Para Mascarenhas, outra prova do sufoco e da falta de consideração do Executivo para com S. Vicente é o facto de o Primeiro-ministro Ulisses Correia e Silva ter afirmado no Parlamento que não vai obrigar a CV Airlines a fazer voos internacionais para S. Vicente por decreto, apesar da pressão social. Isto, lembra, quando a TAP faz sete ligações por semana para Mindelo, sinal de que há mercado.
Aliás, Salvador Mascarenhas anunciou na conferência de imprensa que tem conhecimento que há uma companhia aérea interessada em fazer voos internacionais para S. Vicente – e até inter-ilhas -, mas cujo projecto está a ser bloqueado pelo Governo. Pedido para anunciar o nome da companhia aérea, Mascarenhas advertiu que não está autorizado a tal, mas que se trata de uma empresa constituída por emigrantes cabo-verdianos.
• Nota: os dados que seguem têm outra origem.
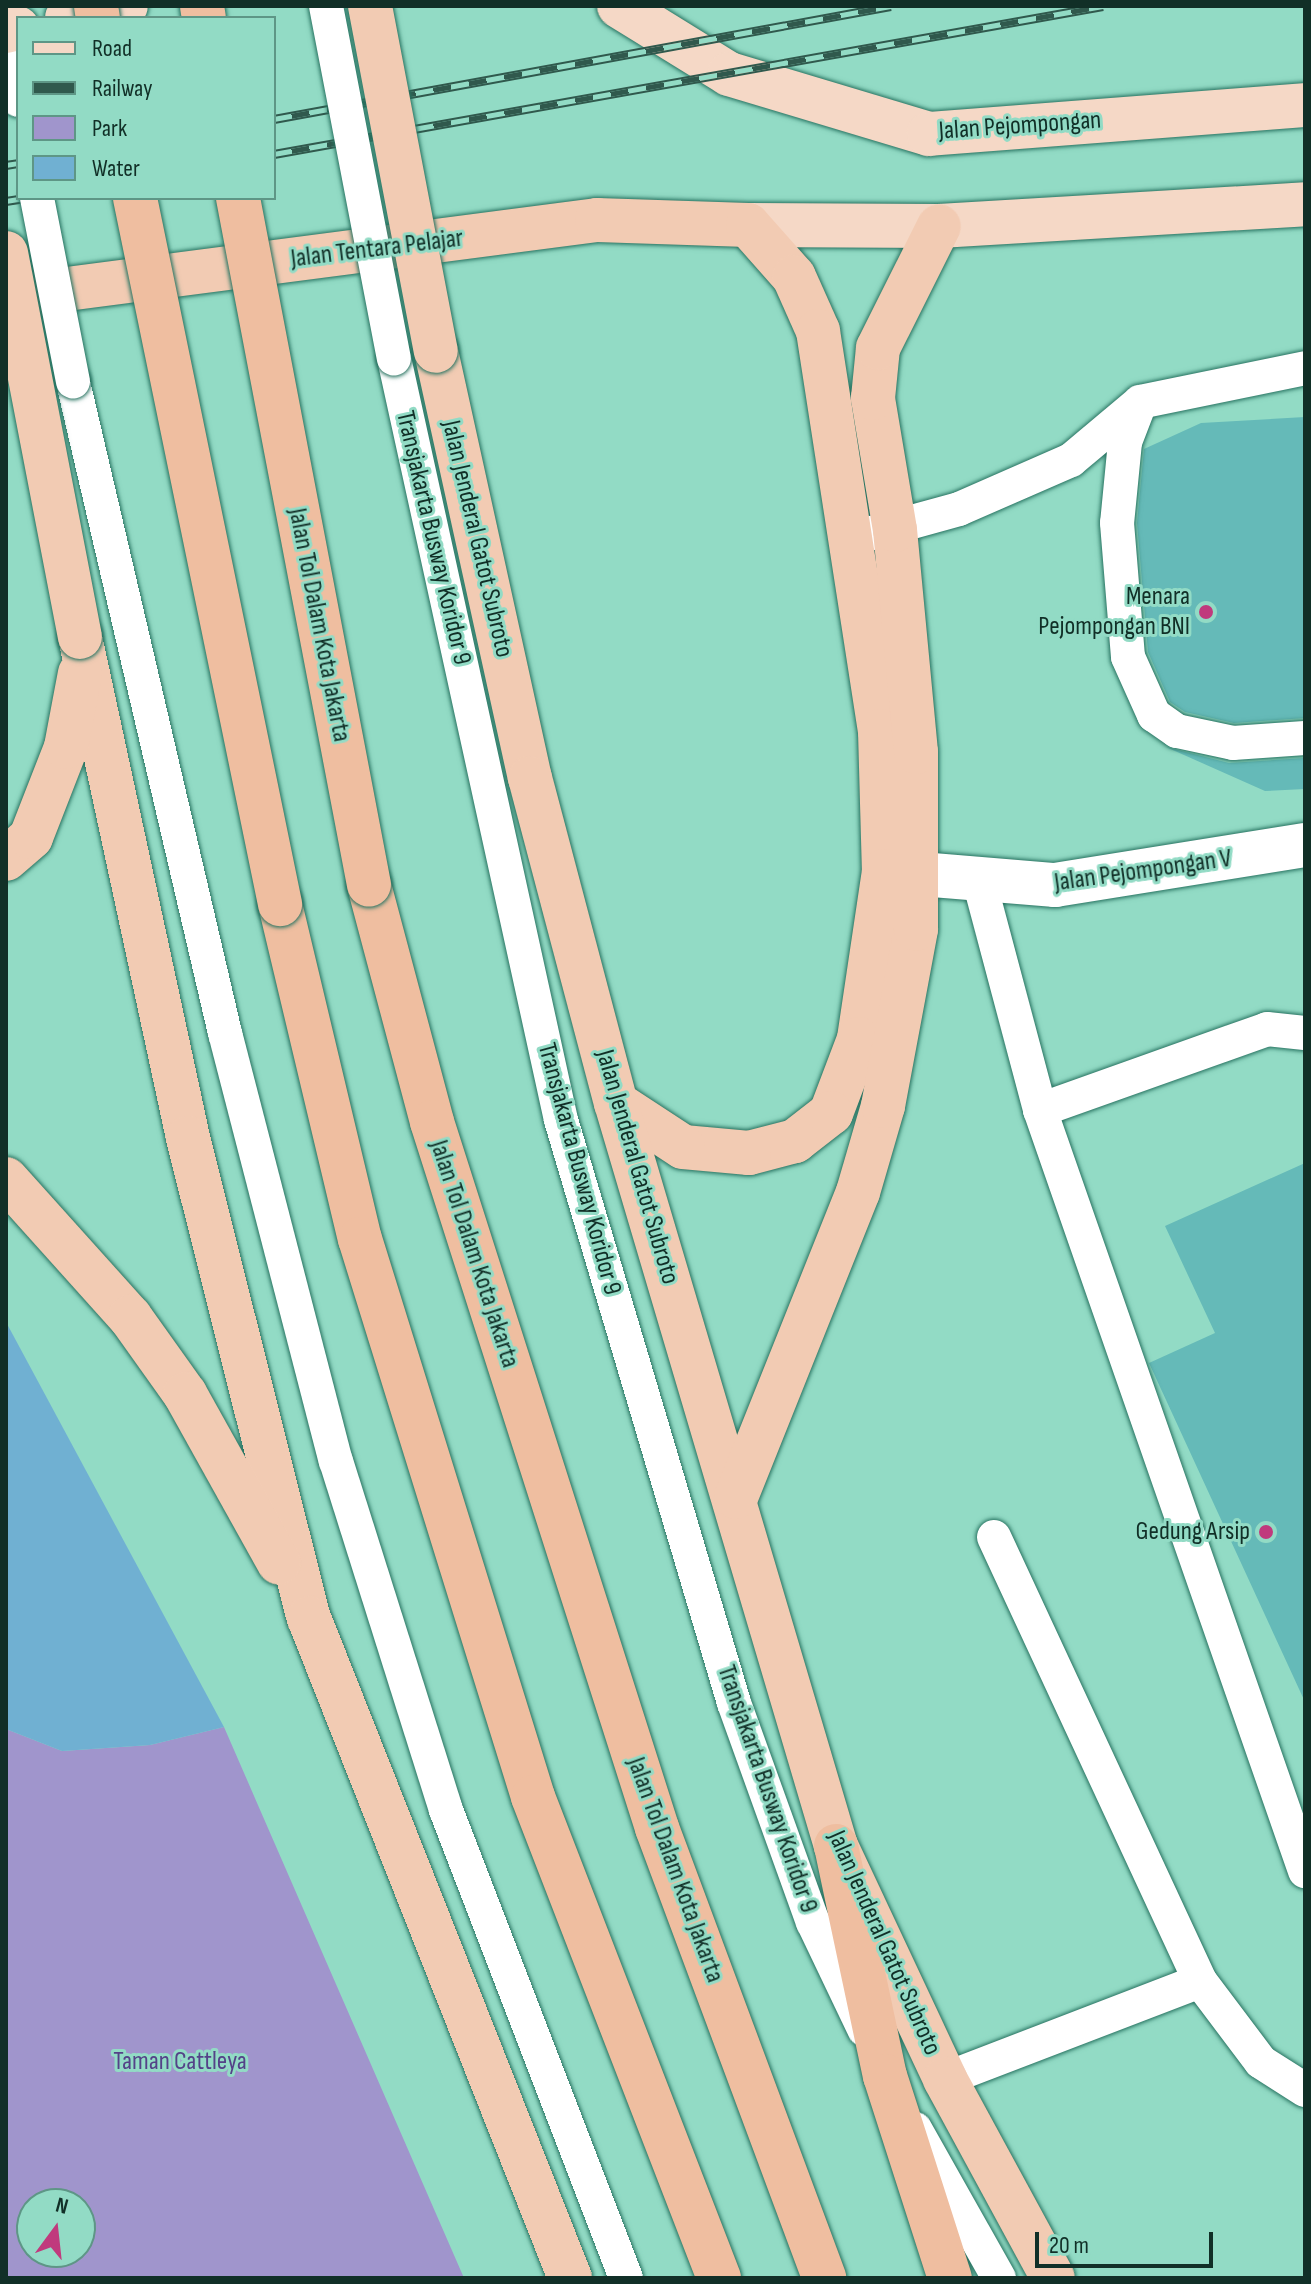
<!DOCTYPE html>
<html>
<head>
<meta charset="utf-8">
<style>
	body { margin:0 }
	#map { position:relative; width:1311px; height:2284px; overflow:hidden; background:#92dbc5; font-family:"Sofia Sans Condensed",sans-serif }
	div>[style] { position:absolute }
	.green>* { inset:0; background:#a095cc }
	.water>* { inset:0; background:#70b0d2 }
	.building>* { inset:0; background:#65bab8 }
	.roads { filter:drop-shadow(0 0 2px #287361) drop-shadow(0 0 2px #287361) }
	.service>* { height:34px; margin:-17px; padding:0 17px; transform-origin:17px; border-radius:17px; background:#fff }
	.minor>* { height:44px; margin:-22px; padding:0 22px; transform-origin:22px; border-radius:22px; background:#fff }
	.primary>* { height:44px; margin:-22px; padding:0 22px; transform-origin:22px; border-radius:22px; background:#f5d8c6 }
	.trunk>* { height:44px; margin:-22px; padding:0 22px; transform-origin:22px; border-radius:22px; background:#f2cbb3 }
	.motorway>* { height:44px; margin:-22px; padding:0 22px; transform-origin:22px; border-radius:22px; background:#efbea0 }
	.rail>* { height:9px; margin-top:-4.5px; transform-origin:0; background:repeating-linear-gradient(90deg,#92dbc5 0 18px,#30594d 0 36px); box-sizing:border-box; border-block:2px solid #30594d }
	.bridges { filter:drop-shadow(0 0 2px #287361) drop-shadow(0 0 2px #287361) }
	.service-bridge>* { height:34px; margin:-17px; padding:0 17px; transform-origin:17px; border-radius:17px; background:#fff }
	.trunk-bridge>* { height:44px; margin:-22px; padding:0 22px; transform-origin:22px; border-radius:22px; background:#f2cbb3 }
	.motorway-bridge>* { height:44px; margin:-22px; padding:0 22px; transform-origin:22px; border-radius:22px; background:#efbea0 }
	.dots>* { width:22px; height:22px; translate:-50% -50%; box-sizing:border-box; border:4px solid #92dbc5; border-radius:50% }
	span { translate:-50% -50%; white-space:nowrap; text-align:center; line-height:1.15; -webkit-text-stroke:6px #92dbc5; paint-order:stroke }
	.street-label { font-size:26px; color:#112f27 }
	.poi-label { font-size:26px; color:#112f27 }
	.right { translate:-100% -50%; text-align:right }
	.park-label { font-size:26px; color:#544288 }
	.frame { position:absolute; inset:0; border:8px solid #112f27; pointer-events:none }
	.legend { position:absolute; left:16px; top:16px; width:260px; height:184px; box-sizing:border-box; background:#92dbc5; border:2px solid #5e9686; margin:0; padding:10px 14px; list-style:none; font-size:24px; color:#112f27 }
	.legend li { display:flex; align-items:center; gap:16px; height:40px }
	.legend b { width:40px; border:2px solid #5e9686 }
	.north { position:absolute; left:16px; top:2188px; width:80px; height:80px; box-sizing:border-box; background:#92dbc5; border:2px solid #5e9686; border-radius:50%; rotate:15deg; font-size:22px; font-weight:700; line-height:32px; text-align:center; color:#112f27 }
	.north::after { content:''; display:block; margin:auto; width:28px; height:36px; background:#c03a7d; clip-path:polygon(50% 0,100% 100%,50% 72%,0 100%) }
	.scale { position:absolute; left:1035px; top:2232px; width:178px; height:36px; box-sizing:border-box; border:4px solid #112f27; border-top:0; padding-left:10px; font-size:24px; line-height:28px; white-space:nowrap; color:#112f27; -webkit-text-stroke:6px #92dbc5; paint-order:stroke }
</style>
</head>
<body>
<div id="map">
	<div class="green">
		<div style="clip-path:polygon(evenodd,224px 1727px,464px 2278px,6px 2278px,6px 1729px,62px 1751px,150px 1745px,224px 1727px,32px 2204px,80px 2204px,80px 2252px,32px 2252px,32px 2204px)"></div>
	</div>
	<div class="water">
		<div style="clip-path:polygon(6px 1322px,224px 1727px,150px 1745px,62px 1751px,6px 1729px)"></div>
	</div>
	<div class="building">
		<div style="clip-path:polygon(1305px 417px,1305px 718px,1234px 723px,1185px 712px,1170px 702px,1148px 652px,1137px 523px,1144px 449px,1201px 423px)"></div>
		<div style="clip-path:polygon(1166px 747px,1229px 763px,1305px 758px,1305px 789px,1265px 791px)"></div>
		<div style="clip-path:polygon(1305px 1163px,1305px 1702px,1149px 1363px,1215px 1333px,1165px 1226px)"></div>
	</div>
	<div class="roads">
		<div class="service">
			<div style="left:6px;top:39px;width:62px;rotate:78.9deg"></div>
			<div style="left:394px;top:358px;width:780px;rotate:77.64deg"></div>
			<div style="left:561px;top:1120px;width:608px;rotate:73.47deg"></div>
			<div style="left:734px;top:1703px;width:233px;rotate:70.2deg"></div>
			<div style="left:813px;top:1922px;width:119px;rotate:64.5deg"></div>
			<div style="left:73px;top:382px;width:669px;rotate:76.86deg"></div>
			<div style="left:225px;top:1033px;width:442px;rotate:75.5deg"></div>
			<div style="left:336px;top:1461px;width:366px;rotate:72.5deg"></div>
			<div style="left:446px;top:1810px;width:501px;rotate:68.96deg"></div>
			<div style="left:1140px;top:403px;width:42px;rotate:111deg"></div>
			<div style="left:1125px;top:442px;width:81px;rotate:95.6deg"></div>
			<div style="left:1117px;top:523px;width:134px;rotate:85.3deg"></div>
			<div style="left:1128px;top:657px;width:64px;rotate:65.9deg"></div>
			<div style="left:1154px;top:715px;width:28px;rotate:35deg"></div>
			<div style="left:1177px;top:731px;width:57px;rotate:12.1deg"></div>
			<div style="left:1233px;top:743px;width:72px;rotate:-4deg"></div>
			<div style="left:872px;top:533px;width:90px;rotate:-15.4deg"></div>
			<div style="left:959px;top:509px;width:122px;rotate:-23.6deg"></div>
			<div style="left:1071px;top:460px;width:90px;rotate:-40deg"></div>
			<div style="left:1140px;top:402px;width:168px;rotate:-11.6deg"></div>
			<div style="left:980px;top:884px;width:234px;rotate:75.1deg"></div>
			<div style="left:1040px;top:1110px;width:806px;rotate:70.8deg"></div>
			<div style="left:1040px;top:1110px;width:241px;rotate:-19.6deg"></div>
			<div style="left:1267px;top:1029px;width:38px;rotate:6deg"></div>
			<div style="left:994px;top:1537px;width:489px;rotate:65.1deg"></div>
			<div style="left:945px;top:2079px;width:273px;rotate:-21deg"></div>
			<div style="left:1200px;top:1981px;width:101px;rotate:53deg"></div>
			<div style="left:1261px;top:2062px;width:52px;rotate:32.5deg"></div>
			<div style="left:915px;top:2129px;width:171px;rotate:60.6deg"></div>
		</div>
		<div class="minor">
			<div style="left:884px;top:871px;width:172px;rotate:4.7deg"></div>
			<div style="left:1055px;top:885px;width:253px;rotate:-9.1deg"></div>
		</div>
		<div class="primary">
			<div style="left:619px;top:6px;width:129px;rotate:31.7deg"></div>
			<div style="left:729px;top:74px;width:209px;rotate:16.7deg"></div>
			<div style="left:929px;top:134px;width:377px;rotate:-4.4deg"></div>
			<div style="left:67px;top:18px;width:60px;rotate:-11.5deg"></div>
			<div style="left:6px;top:31px;width:12px;rotate:-14deg"></div>
			<div style="left:748px;top:225px;width:191px;rotate:0.3deg"></div>
			<div style="left:939px;top:226px;width:367px;rotate:-3.4deg"></div>
		</div>
		<div class="trunk">
			<div style="left:13px;top:296px;width:589px;rotate:-7.41deg"></div>
			<div style="left:597px;top:220px;width:151px;rotate:1.9deg"></div>
			<div style="left:748px;top:225px;width:69px;rotate:48.5deg"></div>
			<div style="left:794px;top:277px;width:59px;rotate:66deg"></div>
			<div style="left:818px;top:331px;width:405px;rotate:81.2deg"></div>
			<div style="left:880px;top:731px;width:140px;rotate:88.4deg"></div>
			<div style="left:884px;top:871px;width:170px;rotate:98.5deg"></div>
			<div style="left:859px;top:1039px;width:79px;rotate:110.7deg"></div>
			<div style="left:831px;top:1113px;width:46px;rotate:142.1deg"></div>
			<div style="left:795px;top:1141px;width:48px;rotate:165.4deg"></div>
			<div style="left:749px;top:1153px;width:66px;rotate:-174.8deg"></div>
			<div style="left:683px;top:1147px;width:80px;rotate:-146.7deg"></div>
			<div style="left:436px;top:351px;width:437px;rotate:77.6deg"></div>
			<div style="left:530px;top:778px;width:336px;rotate:75.2deg"></div>
			<div style="left:616px;top:1103px;width:775px;rotate:73.51deg"></div>
			<div style="left:836px;top:1846px;width:257px;rotate:64.9deg"></div>
			<div style="left:945px;top:2079px;width:226px;rotate:61.5deg"></div>
			<div style="left:80px;top:637px;width:513px;rotate:77.83deg"></div>
			<div style="left:188px;top:1138px;width:495px;rotate:75.9deg"></div>
			<div style="left:309px;top:1618px;width:710px;rotate:68.42deg"></div>
			<div style="left:6px;top:859px;width:33px;rotate:-41deg"></div>
			<div style="left:31px;top:837px;width:97px;rotate:-68.7deg"></div>
			<div style="left:66px;top:747px;width:75px;rotate:-79.3deg"></div>
			<div style="left:6px;top:1179px;width:186px;rotate:48.1deg"></div>
			<div style="left:130px;top:1317px;width:95px;rotate:54.5deg"></div>
			<div style="left:185px;top:1394px;width:193px;rotate:60.9deg"></div>
			<div style="left:736px;top:1497px;width:328px;rotate:-68.2deg"></div>
			<div style="left:858px;top:1192px;width:90px;rotate:-73.8deg"></div>
			<div style="left:883px;top:1106px;width:180px;rotate:-79.4deg"></div>
			<div style="left:916px;top:929px;width:177px;rotate:-90deg"></div>
			<div style="left:916px;top:752px;width:223px;rotate:-95.4deg"></div>
			<div style="left:895px;top:530px;width:134px;rotate:-99.5deg"></div>
			<div style="left:873px;top:398px;width:50px;rotate:-84.3deg"></div>
			<div style="left:878px;top:348px;width:136px;rotate:-63.4deg"></div>
		</div>
		<div class="motorway">
			<div style="left:202px;top:6px;width:12px;rotate:81deg"></div>
			<div style="left:369px;top:885px;width:245px;rotate:75.1deg"></div>
			<div style="left:432px;top:1122px;width:741px;rotate:72.32deg"></div>
			<div style="left:657px;top:1828px;width:480px;rotate:69.6deg"></div>
			<div style="left:280px;top:904px;width:344px;rotate:76.6deg"></div>
			<div style="left:360px;top:1239px;width:584px;rotate:72.77deg"></div>
			<div style="left:533px;top:1797px;width:516px;rotate:68.86deg"></div>
			<div style="left:836px;top:1846px;width:235px;rotate:78deg"></div>
			<div style="left:885px;top:2076px;width:212px;rotate:72.2deg"></div>
		</div>
	</div>
	<div class="rail">
		<div style="left:274px;top:119px;width:627px;rotate:-10.38deg"></div>
		<div style="left:274px;top:154px;width:842px;rotate:-10.12deg"></div>
		<div style="left:6px;top:165px;width:12px;rotate:-9deg"></div>
		<div style="left:6px;top:201px;width:18px;rotate:-9deg"></div>
	</div>
	<div class="bridges">
		<div class="service-bridge">
			<div style="left:326px;top:6px;width:359px;rotate:79.1deg"></div>
			<div style="left:37px;top:198px;width:187px;rotate:78.9deg"></div>
		</div>
		<div class="trunk-bridge">
			<div style="left:370px;top:6px;width:351px;rotate:79.2deg"></div>
			<div style="left:6px;top:253px;width:391px;rotate:79.1deg"></div>
		</div>
		<div class="motorway-bridge">
			<div style="left:96px;top:6px;width:12px;rotate:81deg"></div>
			<div style="left:135px;top:198px;width:721px;rotate:78.39deg"></div>
			<div style="left:238px;top:198px;width:699px;rotate:79.2deg"></div>
		</div>
	</div>
	<div class="dots">
		<div style="left:1206px;top:612px;background:#c03a7d"></div>
		<div style="left:1266px;top:1532px;background:#c03a7d"></div>
	</div>
	<div class="street-label">
		<span style="left:1020px;top:126px;rotate:-4deg">Jalan Pejompongan</span>
		<span style="left:377px;top:249px;rotate:-7deg">Jalan Tentara Pelajar</span>
		<span style="left:433px;top:538px;rotate:77deg">Transjakarta Busway Koridor 9</span>
		<span style="left:477px;top:539px;rotate:77deg">Jalan Jenderal Gatot Subroto</span>
		<span style="left:319px;top:625px;rotate:79deg">Jalan Tol Dalam Kota Jakarta</span>
		<span style="left:1143px;top:871px;rotate:-8deg">Jalan Pejompongan V</span>
		<span style="left:637px;top:1167px;rotate:74deg">Jalan Jenderal Gatot Subroto</span>
		<span style="left:579px;top:1169px;rotate:75deg">Transjakarta Busway Koridor 9</span>
		<span style="left:474px;top:1254px;rotate:72deg">Jalan Tol Dalam Kota Jakarta</span>
		<span style="left:767px;top:1789px;rotate:71deg">Transjakarta Busway Koridor 9</span>
		<span style="left:675px;top:1870px;rotate:70deg">Jalan Tol Dalam Kota Jakarta</span>
		<span style="left:884px;top:1943px;rotate:66deg">Jalan Jenderal Gatot Subroto</span>
	</div>
	<div class="poi-label">
		<span class="right" style="left:1190px;top:612px">Menara<br>Pejompongan BNI</span>
		<span class="right" style="left:1250px;top:1532px">Gedung Arsip</span>
	</div>
	<div class="park-label">
		<span style="left:180px;top:2062px">Taman Cattleya</span>
	</div>
	<div class="frame"></div>
	<ul class="legend">
	<li><b style="height:10px;background:#f5d8c6"></b>Road</li>
	<li><b style="height:10px;background:#30594d"></b>Railway</li>
	<li><b style="height:22px;background:#a095cc"></b>Park</li>
	<li><b style="height:22px;background:#70b0d2"></b>Water</li>
	</ul>
	<div class="north">N</div>
	<div class="scale">20 m</div>
</div>
</body>
</html>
Questionado sobre a razão de S. Vicente ser uma “ilha esquecida”, esse activista diz que durante muitos anos evitou acreditar na teoria da conspiração, isto é, de esquemas “cozinhados” na Capital visando bloquear de forma intencional a economia mindelense. “O que hoje acho é que há um lobbie centralista, arrisco até dizer que são uma quadrilha, porque têm uma atitude criminosa para com o resto do país e própria periferia da Praia”, salienta Mascarenhas, lembrando que S. Vicente tem sido esvaziada desde a Independência da sua massa crítica, com a transferência sistemática de quadros para a cidade da Praia. Esse processo, aliado a outras medidas, prossegue, tem colocado em causa o crescimento económico da ilha.
Segundo Mascarenhas, há quem acuse o Sokols de ser contra a Praia, o que nega. Como esclarece, o propósito do movimento é combater o centralismo, ou seja, o sistema. “No tempo colonial éramos contra o colonialismo e não contra os portugueses. É a mesma lógica”, faz questão de esclarecer.